Monday, December 8, 2014

Some more info from the Harrisons. Enjoy!

I also adore the vocabulary word of the day from tomorrow's SWT slide too: PARSIMONY (which is a Try-GOT, not an EGOT, for those of you who are using our Vocabulary Lessons).  It's a Try-GOT that my kids always enjoy inventing a word that should serve as the word's missing verb form.  Once they've invented a verb form, I challenge them to use it five times before the day is over with their other teachers.  That said, this might be a good week to maybe go back through your students' collected/graded vocabulary and see if they can find any other words that are Try-GOTs, then see if they can invent a brand new word (in the spirit of Frindle, am I right?) to fill in as the word's missing form.  
My kids love to write stories/comic strips wherein they use a good word they've created.  If they come up with PARSIMONIZE (or something like that tomorrow), I can get them writing all about that brand new word!  We'll write comics, we'll write raps, we'll make propaganda, and we will give life to a word that never before existed.

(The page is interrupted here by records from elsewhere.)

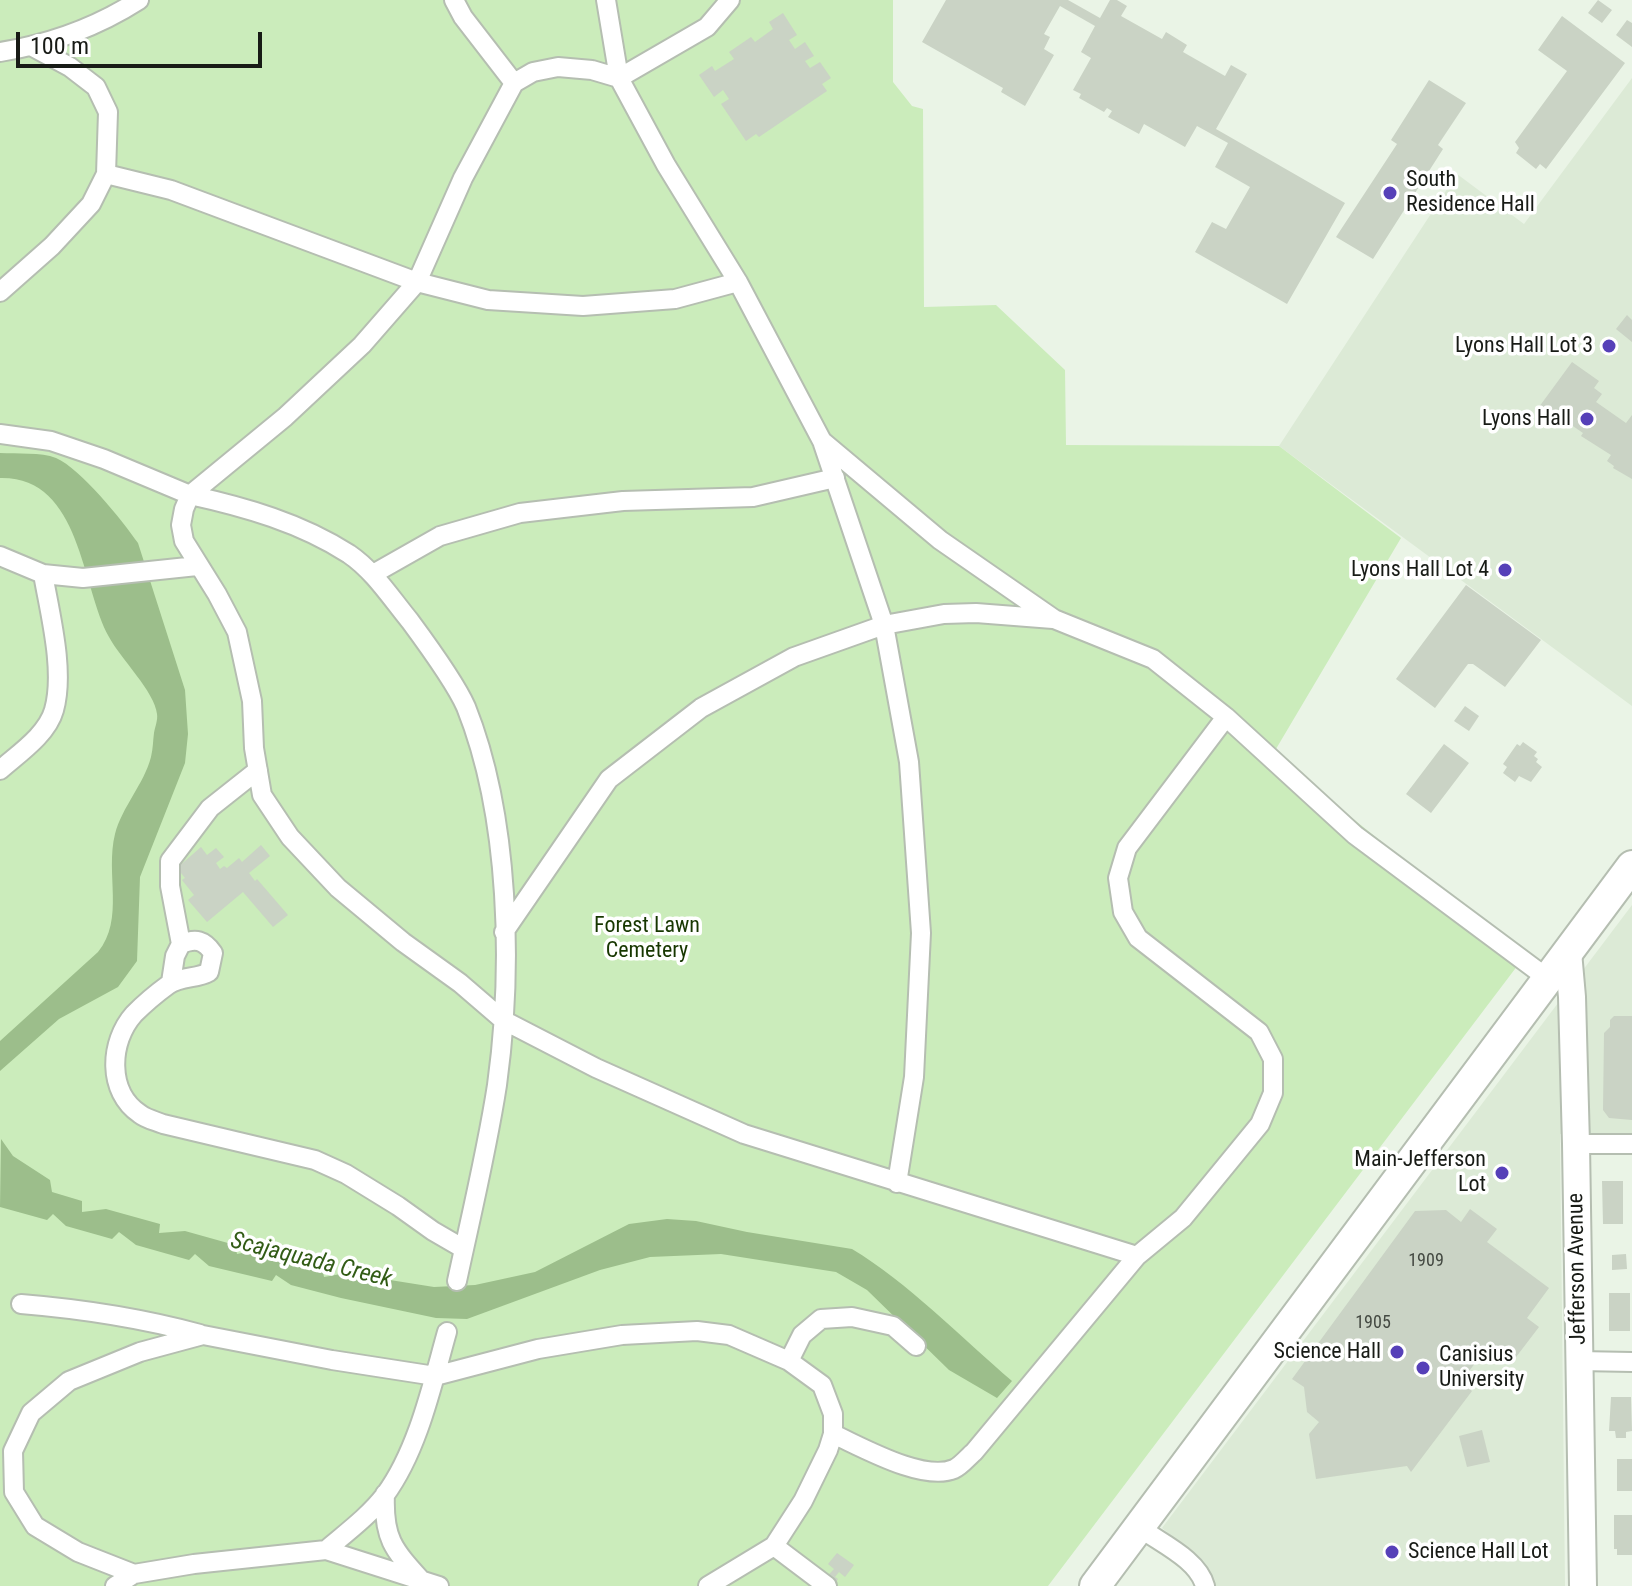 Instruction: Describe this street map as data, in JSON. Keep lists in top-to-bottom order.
{
  "streets": {
    "street": ["Jefferson Avenue"]
  },
  "water": ["Scajaquada Creek"],
  "parks": ["Forest Lawn Cemetery"],
  "places": [
    "South Residence Hall",
    "Lyons Hall Lot 3",
    "Lyons Hall",
    "Lyons Hall Lot 4",
    "Main-Jefferson Lot",
    "Science Hall",
    "Canisius University",
    "Science Hall Lot"
  ],
  "house_numbers": ["1909", "1905"],
  "scale_bar": "100 m"
}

Finally, if you're looking for an enjoyable persuasive/argumentative lesson that can be done quickly in the two or three days before Thanksgiving, WritingFix still features the original "Thanksgiving Turkey Protests" assignment, which you can easily teach even if you don't have the cited mentor text (My Lucky Day by Keiko Kasza) to share with your kids; you can just share the basic premise of the story: a fox plans to eat a smart pig for dinner, but the fox ends up exhausted because the pig keeps assigning him chores that--if done well--will ensure the fox an even tastier pig for dinner; the pigs ends up warm and clean, and the fox is too tired to eat.  A great, original story can come from the simple idea formula here: SMART TURKEY + NOT-AS-SMART FARMER or CHEF = funny story about the holiday meal saving himself/herself using good rhetorical strategies.
At one point, when WritingFix was still being sponsored by the NNWP, we had the vision of eventually posting several holiday-inspired writing lessons for every holiday in the school year, and my friend/colleague Barbara Surritte-Barker created this fun Thanksgiving lesson to serve as a a model.  The project never came to fruition unfortunately, but here is the direct link to the lesson, which comes with a graphic organizer, revision tools, and student samples from writers as young as second grade--even though the lesson's author was a middle school teacher:
And wow...that reminds me...last year we did something fun in our enrichment period with the Aristotle's Rhe-turk-ical Triangle, which I happily posted as a five-step lesson on my Pinterest Board:  Follow the links that are provided below each picture in the write-up, and you'll see the whole lesson idea unfold in five steps.  I got funny, smart stuff from my kids last year doing this!
Have a superb holiday with friends and family this upcoming week, if you indeed celebrate this week's holiday!  December's Lesson of the Month is going to demonstrate some new ways to have students create original iPod Playlists in pretty inventive ways -- to teach character analysis AND to teach grammar.  Fun stuff is coming on December 1!  Until then, have fun with unique talents, the word PARSIMONY, and persuasive turkeys!  
Dena and I wish you the best for you and your family!